● **Source data**
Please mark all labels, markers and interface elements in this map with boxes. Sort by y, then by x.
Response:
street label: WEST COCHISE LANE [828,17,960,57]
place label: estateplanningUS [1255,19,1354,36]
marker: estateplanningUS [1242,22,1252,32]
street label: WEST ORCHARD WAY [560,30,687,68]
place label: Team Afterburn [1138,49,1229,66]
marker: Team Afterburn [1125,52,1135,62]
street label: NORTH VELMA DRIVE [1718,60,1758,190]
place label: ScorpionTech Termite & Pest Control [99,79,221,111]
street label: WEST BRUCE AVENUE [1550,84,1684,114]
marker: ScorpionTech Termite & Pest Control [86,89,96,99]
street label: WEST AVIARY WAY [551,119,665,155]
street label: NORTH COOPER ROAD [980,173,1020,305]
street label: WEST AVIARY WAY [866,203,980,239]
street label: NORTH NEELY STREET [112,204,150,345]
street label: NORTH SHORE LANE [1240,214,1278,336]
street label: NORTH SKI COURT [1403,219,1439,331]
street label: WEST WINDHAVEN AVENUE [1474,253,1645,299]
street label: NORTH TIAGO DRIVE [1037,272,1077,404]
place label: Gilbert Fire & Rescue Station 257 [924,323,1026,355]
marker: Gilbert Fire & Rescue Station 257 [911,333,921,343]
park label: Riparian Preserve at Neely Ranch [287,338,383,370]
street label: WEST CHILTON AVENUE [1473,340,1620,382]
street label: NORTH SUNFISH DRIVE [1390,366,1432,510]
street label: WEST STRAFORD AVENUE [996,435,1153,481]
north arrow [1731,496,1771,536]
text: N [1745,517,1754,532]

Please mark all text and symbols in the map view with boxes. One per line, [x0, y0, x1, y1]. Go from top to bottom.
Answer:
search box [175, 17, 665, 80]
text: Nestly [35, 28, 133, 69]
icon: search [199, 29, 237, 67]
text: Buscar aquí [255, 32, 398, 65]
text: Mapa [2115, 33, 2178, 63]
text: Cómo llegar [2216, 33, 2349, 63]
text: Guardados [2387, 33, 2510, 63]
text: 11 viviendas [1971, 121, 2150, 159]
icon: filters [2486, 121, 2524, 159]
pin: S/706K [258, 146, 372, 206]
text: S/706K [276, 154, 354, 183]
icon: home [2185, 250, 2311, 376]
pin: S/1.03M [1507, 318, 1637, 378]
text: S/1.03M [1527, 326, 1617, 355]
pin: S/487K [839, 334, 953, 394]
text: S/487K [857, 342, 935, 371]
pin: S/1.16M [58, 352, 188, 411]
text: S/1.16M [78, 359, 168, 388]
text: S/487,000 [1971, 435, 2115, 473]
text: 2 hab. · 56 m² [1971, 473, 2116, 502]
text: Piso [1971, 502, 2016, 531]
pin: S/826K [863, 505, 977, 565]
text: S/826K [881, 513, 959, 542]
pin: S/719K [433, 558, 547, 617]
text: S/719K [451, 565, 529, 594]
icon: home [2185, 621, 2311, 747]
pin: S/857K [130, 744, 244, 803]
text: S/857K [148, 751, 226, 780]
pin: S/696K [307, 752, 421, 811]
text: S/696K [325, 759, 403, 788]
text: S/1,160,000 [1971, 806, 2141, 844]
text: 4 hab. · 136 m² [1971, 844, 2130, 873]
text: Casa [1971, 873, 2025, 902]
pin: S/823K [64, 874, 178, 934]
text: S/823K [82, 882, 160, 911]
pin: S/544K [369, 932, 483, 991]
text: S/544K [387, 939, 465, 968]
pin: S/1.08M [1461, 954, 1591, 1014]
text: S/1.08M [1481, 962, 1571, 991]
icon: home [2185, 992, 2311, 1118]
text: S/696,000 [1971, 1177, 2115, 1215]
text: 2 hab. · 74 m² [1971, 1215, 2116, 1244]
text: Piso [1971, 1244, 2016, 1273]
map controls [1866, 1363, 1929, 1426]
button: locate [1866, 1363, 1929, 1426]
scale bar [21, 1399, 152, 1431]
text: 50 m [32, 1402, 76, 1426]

● **Description of the task**
Please print exactly the lines from the one containing "Please mark all text" through the last line of the records, both included, and nothing else.

● **Task output**
Please mark all text and symbols in the map view with boxes. One per line, [x0, y0, x1, y1]. Go from top to bottom.
Answer:
search box [175, 17, 665, 80]
text: Nestly [35, 28, 133, 69]
icon: search [199, 29, 237, 67]
text: Buscar aquí [255, 32, 398, 65]
text: Mapa [2115, 33, 2178, 63]
text: Cómo llegar [2216, 33, 2349, 63]
text: Guardados [2387, 33, 2510, 63]
text: 11 viviendas [1971, 121, 2150, 159]
icon: filters [2486, 121, 2524, 159]
pin: S/706K [258, 146, 372, 206]
text: S/706K [276, 154, 354, 183]
icon: home [2185, 250, 2311, 376]
pin: S/1.03M [1507, 318, 1637, 378]
text: S/1.03M [1527, 326, 1617, 355]
pin: S/487K [839, 334, 953, 394]
text: S/487K [857, 342, 935, 371]
pin: S/1.16M [58, 352, 188, 411]
text: S/1.16M [78, 359, 168, 388]
text: S/487,000 [1971, 435, 2115, 473]
text: 2 hab. · 56 m² [1971, 473, 2116, 502]
text: Piso [1971, 502, 2016, 531]
pin: S/826K [863, 505, 977, 565]
text: S/826K [881, 513, 959, 542]
pin: S/719K [433, 558, 547, 617]
text: S/719K [451, 565, 529, 594]
icon: home [2185, 621, 2311, 747]
pin: S/857K [130, 744, 244, 803]
text: S/857K [148, 751, 226, 780]
pin: S/696K [307, 752, 421, 811]
text: S/696K [325, 759, 403, 788]
text: S/1,160,000 [1971, 806, 2141, 844]
text: 4 hab. · 136 m² [1971, 844, 2130, 873]
text: Casa [1971, 873, 2025, 902]
pin: S/823K [64, 874, 178, 934]
text: S/823K [82, 882, 160, 911]
pin: S/544K [369, 932, 483, 991]
text: S/544K [387, 939, 465, 968]
pin: S/1.08M [1461, 954, 1591, 1014]
text: S/1.08M [1481, 962, 1571, 991]
icon: home [2185, 992, 2311, 1118]
text: S/696,000 [1971, 1177, 2115, 1215]
text: 2 hab. · 74 m² [1971, 1215, 2116, 1244]
text: Piso [1971, 1244, 2016, 1273]
map controls [1866, 1363, 1929, 1426]
button: locate [1866, 1363, 1929, 1426]
scale bar [21, 1399, 152, 1431]
text: 50 m [32, 1402, 76, 1426]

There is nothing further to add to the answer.